**WHAT THE TASK ASKS**
In the material below, which lines hold the word "style"? Pick each one out.

**SUPPLIED MATERIAL**
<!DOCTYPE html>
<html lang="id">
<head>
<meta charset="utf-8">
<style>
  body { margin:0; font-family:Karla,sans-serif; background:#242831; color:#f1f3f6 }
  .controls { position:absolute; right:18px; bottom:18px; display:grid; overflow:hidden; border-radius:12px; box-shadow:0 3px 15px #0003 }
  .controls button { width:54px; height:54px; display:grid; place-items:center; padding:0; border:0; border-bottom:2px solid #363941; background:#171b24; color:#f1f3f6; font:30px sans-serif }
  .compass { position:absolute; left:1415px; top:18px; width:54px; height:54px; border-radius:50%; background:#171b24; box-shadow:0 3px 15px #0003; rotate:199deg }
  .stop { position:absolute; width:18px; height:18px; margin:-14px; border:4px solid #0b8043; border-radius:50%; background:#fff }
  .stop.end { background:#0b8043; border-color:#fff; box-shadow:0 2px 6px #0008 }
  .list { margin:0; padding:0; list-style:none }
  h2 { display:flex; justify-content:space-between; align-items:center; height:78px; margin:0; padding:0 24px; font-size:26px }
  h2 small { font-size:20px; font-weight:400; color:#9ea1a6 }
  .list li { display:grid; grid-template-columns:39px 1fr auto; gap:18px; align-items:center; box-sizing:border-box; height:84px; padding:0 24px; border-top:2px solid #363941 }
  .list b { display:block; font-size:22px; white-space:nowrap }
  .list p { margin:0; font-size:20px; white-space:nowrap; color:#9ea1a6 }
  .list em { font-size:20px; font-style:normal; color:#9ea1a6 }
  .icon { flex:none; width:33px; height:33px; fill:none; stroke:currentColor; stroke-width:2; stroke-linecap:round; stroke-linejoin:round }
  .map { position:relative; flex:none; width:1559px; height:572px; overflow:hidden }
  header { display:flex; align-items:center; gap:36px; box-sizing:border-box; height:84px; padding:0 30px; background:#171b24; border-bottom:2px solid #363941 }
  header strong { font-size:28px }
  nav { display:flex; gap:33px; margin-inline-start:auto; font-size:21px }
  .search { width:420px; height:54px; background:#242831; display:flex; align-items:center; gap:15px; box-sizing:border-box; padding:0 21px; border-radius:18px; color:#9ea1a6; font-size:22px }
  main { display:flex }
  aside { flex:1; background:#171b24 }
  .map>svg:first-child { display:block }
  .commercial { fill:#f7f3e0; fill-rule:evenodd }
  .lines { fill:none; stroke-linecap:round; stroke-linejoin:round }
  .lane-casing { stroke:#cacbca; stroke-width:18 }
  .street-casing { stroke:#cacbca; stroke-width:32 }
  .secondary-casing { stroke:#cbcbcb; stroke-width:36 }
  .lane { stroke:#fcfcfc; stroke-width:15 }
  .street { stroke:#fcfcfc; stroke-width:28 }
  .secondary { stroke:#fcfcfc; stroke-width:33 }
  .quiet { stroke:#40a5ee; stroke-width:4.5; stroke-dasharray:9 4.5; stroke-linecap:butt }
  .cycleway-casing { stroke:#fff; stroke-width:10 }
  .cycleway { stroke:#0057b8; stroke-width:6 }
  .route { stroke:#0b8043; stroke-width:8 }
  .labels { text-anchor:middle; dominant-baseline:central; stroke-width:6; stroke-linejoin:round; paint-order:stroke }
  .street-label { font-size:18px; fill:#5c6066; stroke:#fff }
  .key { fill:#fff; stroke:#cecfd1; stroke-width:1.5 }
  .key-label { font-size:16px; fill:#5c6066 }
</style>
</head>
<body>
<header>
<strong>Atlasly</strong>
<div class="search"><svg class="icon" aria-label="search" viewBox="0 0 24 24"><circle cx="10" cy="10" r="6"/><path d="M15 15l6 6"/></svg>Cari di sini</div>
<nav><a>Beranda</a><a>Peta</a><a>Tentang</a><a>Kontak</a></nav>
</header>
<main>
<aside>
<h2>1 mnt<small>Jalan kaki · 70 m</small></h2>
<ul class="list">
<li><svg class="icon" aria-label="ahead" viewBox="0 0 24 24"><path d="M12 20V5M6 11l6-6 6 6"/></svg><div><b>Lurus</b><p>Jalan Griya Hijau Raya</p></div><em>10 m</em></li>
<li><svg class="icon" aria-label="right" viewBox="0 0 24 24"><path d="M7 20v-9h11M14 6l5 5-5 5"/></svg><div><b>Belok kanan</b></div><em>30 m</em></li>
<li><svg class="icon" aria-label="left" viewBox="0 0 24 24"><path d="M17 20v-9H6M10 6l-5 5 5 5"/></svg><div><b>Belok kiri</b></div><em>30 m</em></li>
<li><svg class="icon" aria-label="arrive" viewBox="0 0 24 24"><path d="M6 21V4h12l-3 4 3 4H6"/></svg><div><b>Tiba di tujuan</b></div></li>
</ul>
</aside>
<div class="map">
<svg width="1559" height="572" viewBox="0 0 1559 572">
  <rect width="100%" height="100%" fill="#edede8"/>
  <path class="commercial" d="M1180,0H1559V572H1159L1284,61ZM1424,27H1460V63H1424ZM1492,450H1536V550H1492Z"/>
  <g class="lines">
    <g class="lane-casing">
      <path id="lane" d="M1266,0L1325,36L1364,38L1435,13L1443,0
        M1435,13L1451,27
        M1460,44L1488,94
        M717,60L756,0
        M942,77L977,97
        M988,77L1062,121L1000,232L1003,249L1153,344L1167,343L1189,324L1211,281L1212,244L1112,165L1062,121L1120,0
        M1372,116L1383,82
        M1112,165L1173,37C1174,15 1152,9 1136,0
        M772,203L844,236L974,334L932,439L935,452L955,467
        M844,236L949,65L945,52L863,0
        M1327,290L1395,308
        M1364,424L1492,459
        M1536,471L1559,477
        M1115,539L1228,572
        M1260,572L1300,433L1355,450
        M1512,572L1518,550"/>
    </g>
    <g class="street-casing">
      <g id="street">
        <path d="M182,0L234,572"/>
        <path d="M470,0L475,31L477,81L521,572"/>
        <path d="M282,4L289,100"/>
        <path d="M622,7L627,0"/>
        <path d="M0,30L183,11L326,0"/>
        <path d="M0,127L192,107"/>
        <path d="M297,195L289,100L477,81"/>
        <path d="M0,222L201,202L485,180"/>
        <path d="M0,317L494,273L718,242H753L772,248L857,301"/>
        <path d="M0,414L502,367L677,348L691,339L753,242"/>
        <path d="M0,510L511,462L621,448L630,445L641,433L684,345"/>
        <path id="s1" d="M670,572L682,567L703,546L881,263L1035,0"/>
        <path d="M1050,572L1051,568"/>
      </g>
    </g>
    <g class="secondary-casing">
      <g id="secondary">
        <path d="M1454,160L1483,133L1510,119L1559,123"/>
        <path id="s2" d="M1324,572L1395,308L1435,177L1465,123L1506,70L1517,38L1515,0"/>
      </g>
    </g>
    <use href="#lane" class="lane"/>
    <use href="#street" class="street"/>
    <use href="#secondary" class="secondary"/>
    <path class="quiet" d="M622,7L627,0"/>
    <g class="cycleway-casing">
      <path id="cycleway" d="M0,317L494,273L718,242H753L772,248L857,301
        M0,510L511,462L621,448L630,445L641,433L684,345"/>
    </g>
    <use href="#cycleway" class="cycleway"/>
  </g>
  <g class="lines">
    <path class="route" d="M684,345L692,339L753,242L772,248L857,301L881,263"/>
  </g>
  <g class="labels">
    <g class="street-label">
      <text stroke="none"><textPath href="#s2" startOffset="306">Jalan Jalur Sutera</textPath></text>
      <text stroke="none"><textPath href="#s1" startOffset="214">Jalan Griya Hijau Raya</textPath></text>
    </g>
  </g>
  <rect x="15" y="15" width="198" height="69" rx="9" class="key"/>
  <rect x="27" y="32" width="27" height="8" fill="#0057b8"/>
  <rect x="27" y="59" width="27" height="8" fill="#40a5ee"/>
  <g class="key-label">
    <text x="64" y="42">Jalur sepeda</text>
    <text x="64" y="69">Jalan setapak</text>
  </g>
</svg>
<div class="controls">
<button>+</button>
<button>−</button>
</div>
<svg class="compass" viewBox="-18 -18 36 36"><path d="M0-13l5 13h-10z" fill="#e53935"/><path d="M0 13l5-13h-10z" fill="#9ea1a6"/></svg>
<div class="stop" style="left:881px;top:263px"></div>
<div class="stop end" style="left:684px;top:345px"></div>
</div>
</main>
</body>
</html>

**EXPECTED OUTPUT**
<style>
  .list { margin:0; padding:0; list-style:none }
  .list em { font-size:20px; font-style:normal; color:#9ea1a6 }
</style>
<div class="stop" style="left:881px;top:263px"></div>
<div class="stop end" style="left:684px;top:345px"></div>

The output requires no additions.